3年7か月を経てピッチへ! アルビレックス新潟の早川史哉が語る「白血病との壮絶な闘いからJリーグ復帰まで」

2019年12月13日 15時23分

刊行記念のトークショー&サイン会を行った早川

 サッカーJ2のアルビレックス新潟に所属する早川史哉(25)の自著「そして歩き出す サッカーと白血病と僕の日常」(徳間書店)の刊行記念トーク&サイン会が12日、東京・豊島区の三省堂書店池袋本店で行われた。

 同書は、早川自身の生い立ちや選手のキャリアをはじめ、病気の発覚後どのような思いで日常を過ごし、どのような壁にぶつかり、どのように受け入れ、どのように生きてきたのかが率直に描かれている。もがき、苦しみ、そして歩き出したひとりの人間のありのままの生き方をつづった、渾身の一冊だ。
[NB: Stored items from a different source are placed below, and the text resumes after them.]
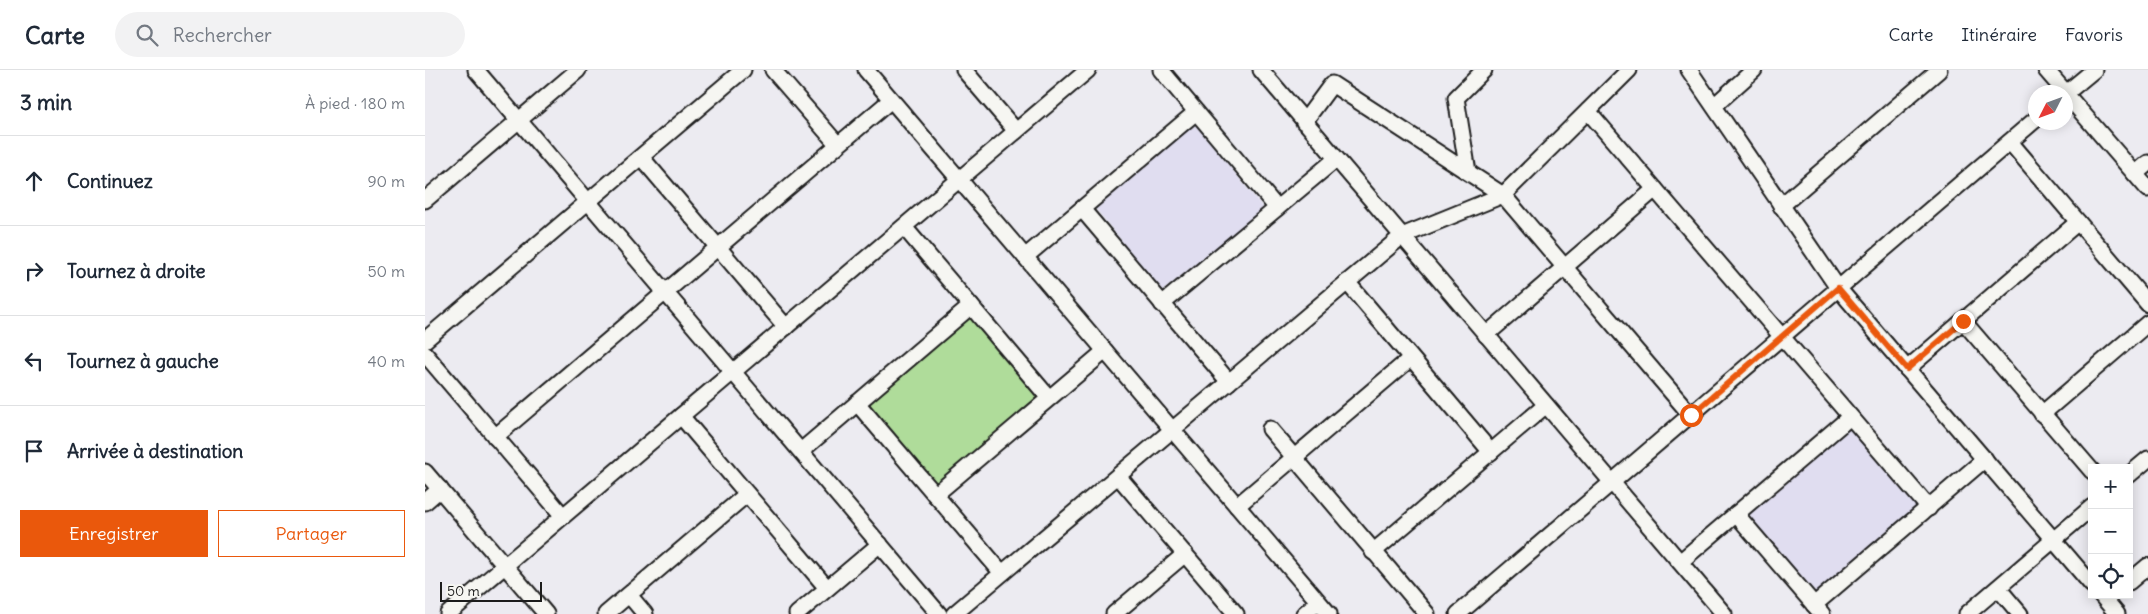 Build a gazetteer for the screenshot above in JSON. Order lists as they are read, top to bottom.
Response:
{
  "scale_bar": "50 m",
  "north": "bottom left",
  "page": {
    "header": "Carte",
    "search": "Rechercher",
    "nav": ["Carte", "Itinéraire", "Favoris"],
    "heading": ["3 min", "À pied · 180 m"],
    "list": [
      ["Continuez", "90 m"],
      ["Tournez à droite", "50 m"],
      ["Tournez à gauche", "40 m"],
      "Arrivée à destination"
    ],
    "map_buttons": ["+", "−"],
    "buttons": ["Enregistrer", "Partager"],
    "scale": "50 m"
  }
} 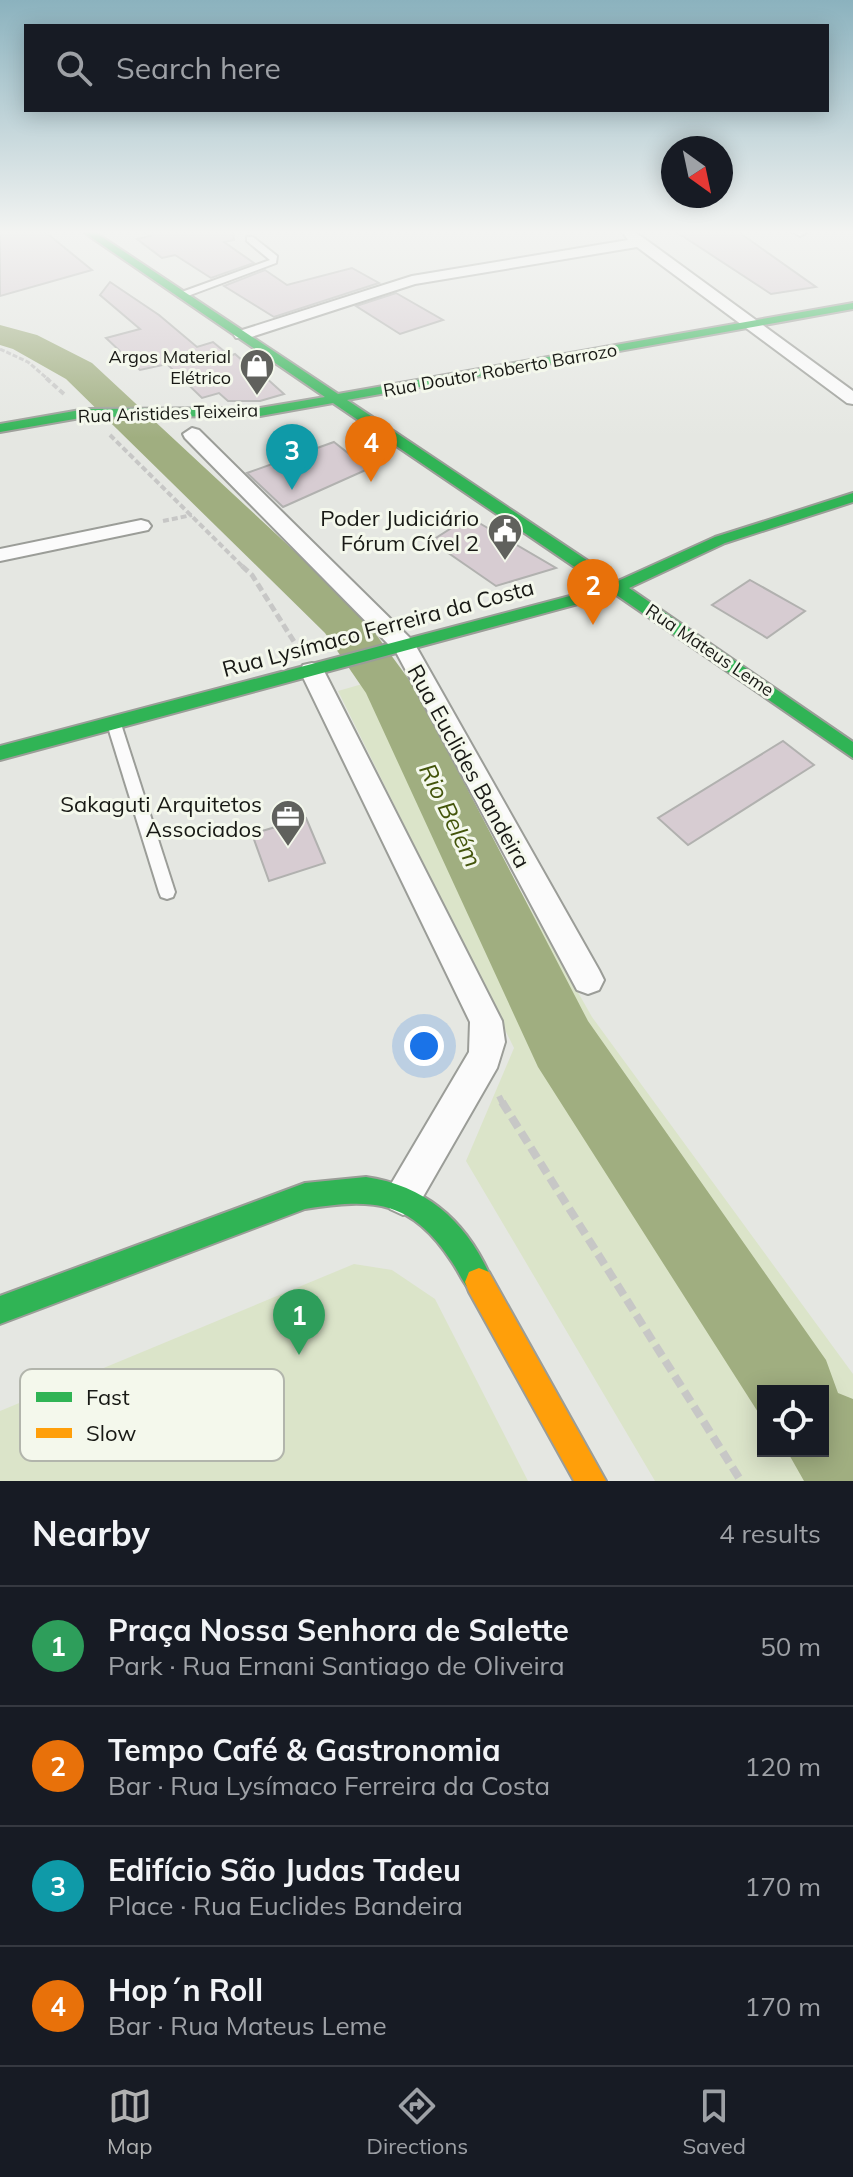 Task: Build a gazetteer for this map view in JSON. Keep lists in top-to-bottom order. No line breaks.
{"streets":{"main road":["Rua Doutor Roberto Barrozo","Rua Aristides Teixeira","Rua Lysímaco Ferreira da Costa","Rua Mateus Leme"],"street":["Rua Euclides Bandeira"]},"crossings":[["Rua Doutor Roberto Barrozo","Rua Aristides Teixeira"],["Rua Doutor Roberto Barrozo","Rua Mateus Leme"],["Rua Aristides Teixeira","Rua Mateus Leme"],["Rua Lysímaco Ferreira da Costa","Rua Mateus Leme"],["Rua Lysímaco Ferreira da Costa","Rua Euclides Bandeira"]],"water":["Rio Belém"],"places":{"shop":["Argos Material Elétrico"],"public building":["Poder Judiciário Fórum Cível 2"],"office":["Sakaguti Arquitetos Associados"]},"legend":["Fast","Slow"],"north":"bottom right","page":{"search":"Search here","pins":["4","3","2","1"],"heading":["Nearby","4 results"],"list":[{"mark":"1","name":"Praça Nossa Senhora de Salette","note":"Park · Rua Ernani Santiago de Oliveira","value":"50 m"},{"mark":"2","name":"Tempo Café & Gastronomia","note":"Bar · Rua Lysímaco Ferreira da Costa","value":"120 m"},{"mark":"3","name":"Edifício São Judas Tadeu","note":"Place · Rua Euclides Bandeira","value":"170 m"},{"mark":"4","name":"Hop´n Roll","note":"Bar · Rua Mateus Leme","value":"170 m"}],"nav":["Map","Directions","Saved"]}} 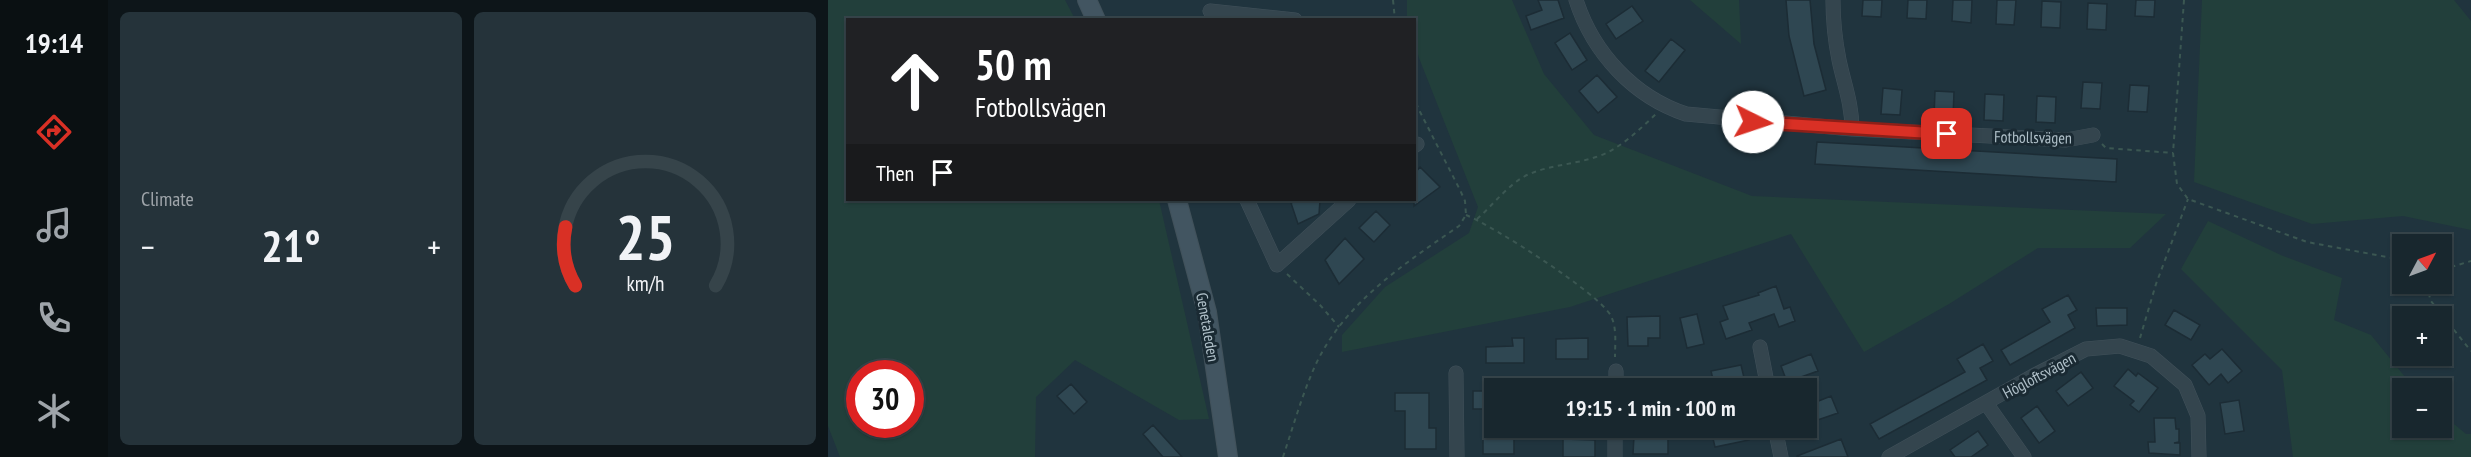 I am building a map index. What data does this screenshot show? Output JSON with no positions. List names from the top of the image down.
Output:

 イベントMCは共同制作者であるサッカージャーナリストの安藤隆人氏(41)が担当。早川はまず「タッチラインの向こうにモヤがかかっているように感じて、どういう景色が待っているか怖かったです」と復帰後の思いを語った。さらに初スタメンの際に触れ「選手紹介後のサポーターのチャントで自分の番が飛ばされて。『あれっ?』って思いましたが、最後に歌ってもらう粋な計らいはうれしかったです」と感謝。「緊張を抑えるように極力笑みを浮かべるようにしていました」と振り返った。

 Q&Aコーナーではファンの熱い質問にも実直に答え「来季の目標は初得点を取ることです」と力を込めた。また白血病で闘病中の子供を持つ女性から接し方を質問された際には「寄り添い続けてあげることが大事で、そのときはわからなくても、後々そのありがたさをわかるときが来るはずです」と温かい言葉をかけた。